Traceability via parity_guard.py.

IMPORTANT

AI Assist Note (Knowledge Heritage): This document is part of the "Sovereign Reality" documentation.

  • @docs ARCHITECTURE:Documentation
  • Failure Path: Information drift, legacy terminology, or documentation mismatch.
  • Telemetry Link: Cross-reference with execution/parity_guard.py results.

πŸ€– Tadpole OS: Qwen3.5-9B Local Integration Guide ​

Status: Stable
Version: 1.4.0
Last Updated: 2024-04-04
Classification: Sovereign


This guide details the procedure for deploying the Qwen3.5-9B model locally and integrating it into your Tadpole OS ecosystem via the Provider Config Panel.

What is Ollama? ​

Ollama is a lightweight, open-source framework designed to help you run Large Language Models (LLMs) like Qwen, Llama, and Mistral directly on your own hardware.

Why is it the "Best" for Tadpole OS? ​

While there are other tools (like LM Studio or vLLM), Ollama is often considered the best choice for this setup because:

  • Simplicity: It handles model downloading, quantization (making models run on home PCs), and settings with a single command.
  • Tadpole OS Integration: Tadpole OS has built-in support for the Ollama protocol, ensuring a "Neural Handshake" that is stable and fast.
  • Resource Efficiency: It only uses your GPU/RAM when an agent is actually thinking, freeing up resources when idle.
  • Privacy: Your data never leaves your machineβ€”the "Neural Vault" stays truly local.

Prerequisites ​

  • Ollama: The easiest way to run LLMs locally. Download at ollama.com.
  • Default Install Path: %LOCALAPPDATA%\Programs\Ollama (approx. 200MB).
  • How to Custom Install (Command Line):
    1. Download OllamaSetup.exe from the website but do not run it by double-clicking.
    2. Open your Downloads folder in File Explorer.
    3. Click the address bar at the top, type cmd, and press Enter. This opens the terminal in that folder.
    4. Paste the following command and press Enter: OllamaSetup.exe /DIR="D:\Ollama" (Replace D:\Ollama with your target path).
  • Hardware: A PC with at least 8GB VRAM (NVIDIA/Apple Silicon) is recommended for optimal performance of the 9B model.
  • Tadpole OS: Ensure your local engine is running.
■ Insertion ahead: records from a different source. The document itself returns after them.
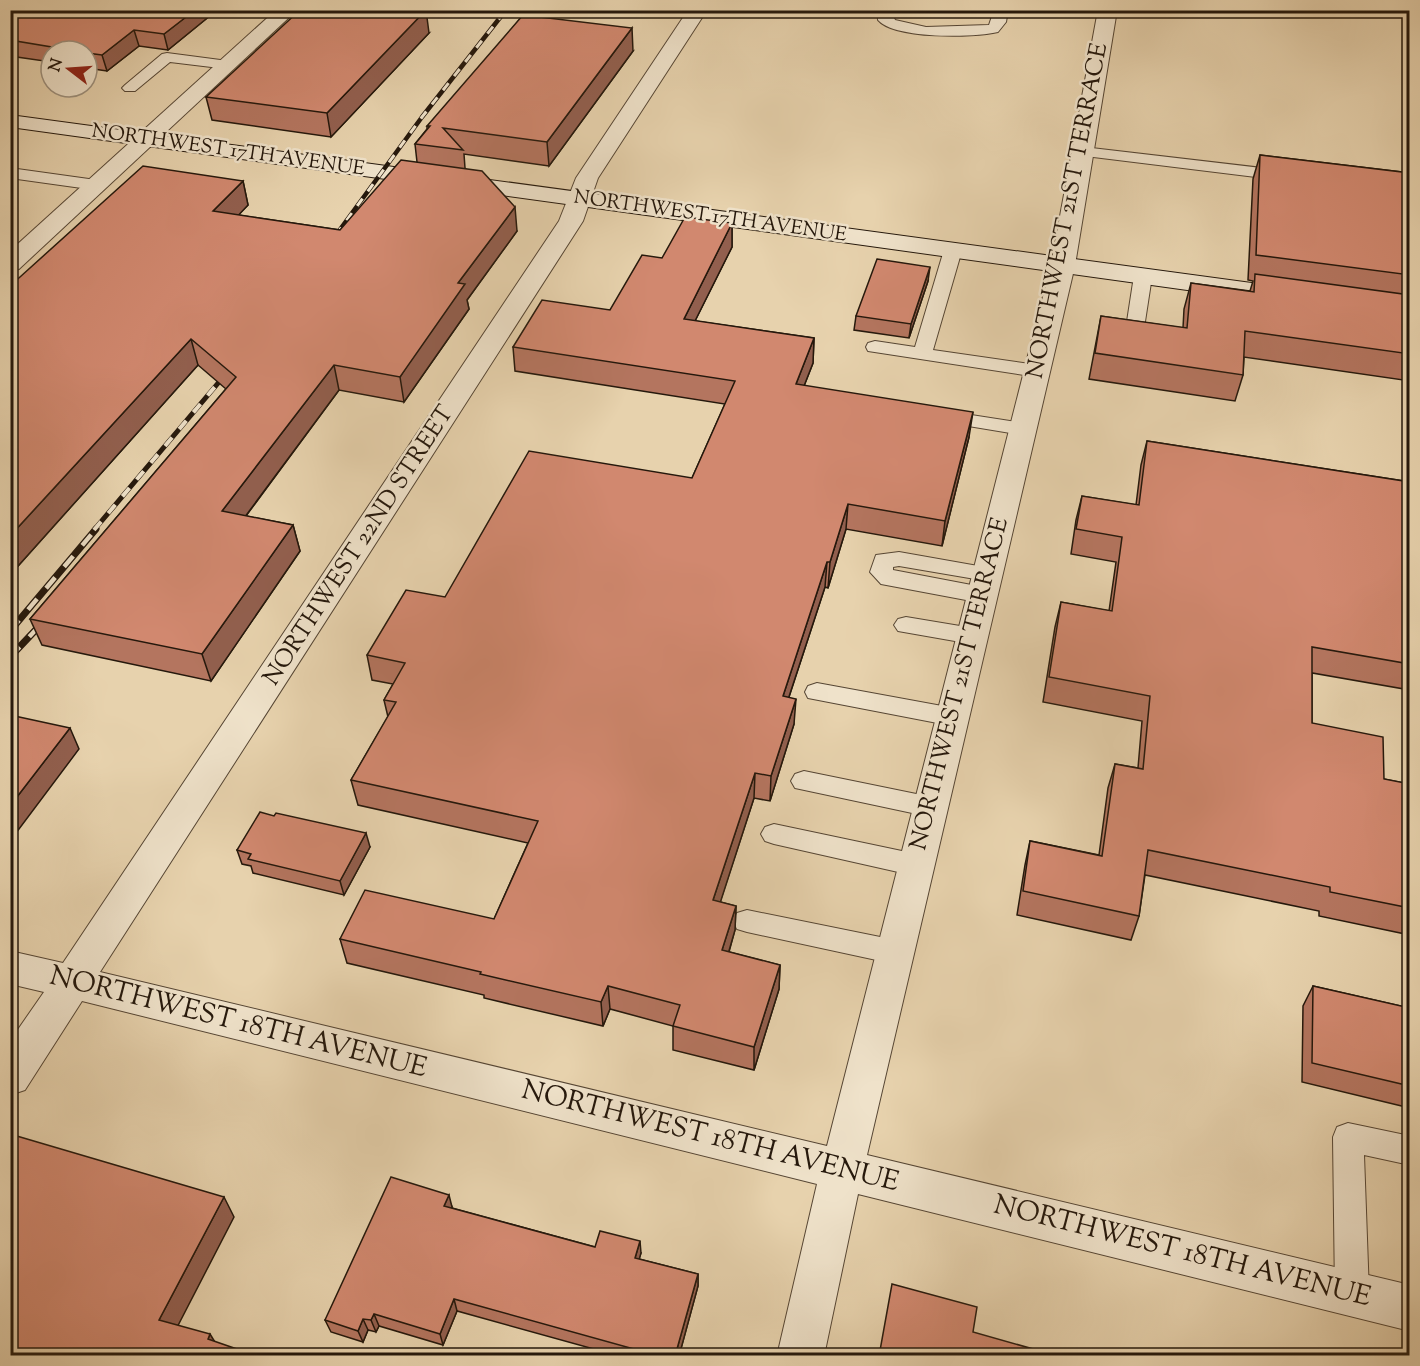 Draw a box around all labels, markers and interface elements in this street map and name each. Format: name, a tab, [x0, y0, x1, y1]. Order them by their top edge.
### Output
north arrow	[39, 39, 99, 99]
street label: NORTHWEST 21ST TERRACE	[1019, 40, 1117, 382]
text: N	[44, 56, 70, 75]
street label: NORTHWEST 17TH AVENUE	[90, 117, 366, 185]
street label: NORTHWEST 17TH AVENUE	[572, 183, 848, 251]
street label: NORTHWEST 22ND STREET	[255, 399, 463, 693]
street label: NORTHWEST 21ST TERRACE	[902, 514, 1018, 854]
street label: NORTHWEST 18TH AVENUE	[45, 957, 431, 1089]
street label: NORTHWEST 18TH AVENUE	[517, 1071, 903, 1203]
street label: NORTHWEST 18TH AVENUE	[989, 1186, 1375, 1318]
Step 0: Customizing Model Storage (Optional) ​

By default, Ollama stores models in your user profile. To save space on your primary drive, you can direct the 6.6GB download to a different folder or drive.

  1. Create the target folder (e.g., D:\OllamaModels).
  2. Open System Properties (Search for "Edit the system environment variables").
  3. Click Environment Variables.
  4. Under User variables, click New.
    • Variable name: OLLAMA_MODELS
    • Variable value: D:\OllamaModels (Your chosen path)
  5. Click OK on all windows.
  6. Restart Ollama:
    1. Locate the Ollama icon (a stylized llama/cloud) in the Windows System Tray (bottom-right corner, near the clock).
    2. Right-click the icon and select Quit Ollama.
    3. Launch Ollama again from your desktop shortcut or Start menu.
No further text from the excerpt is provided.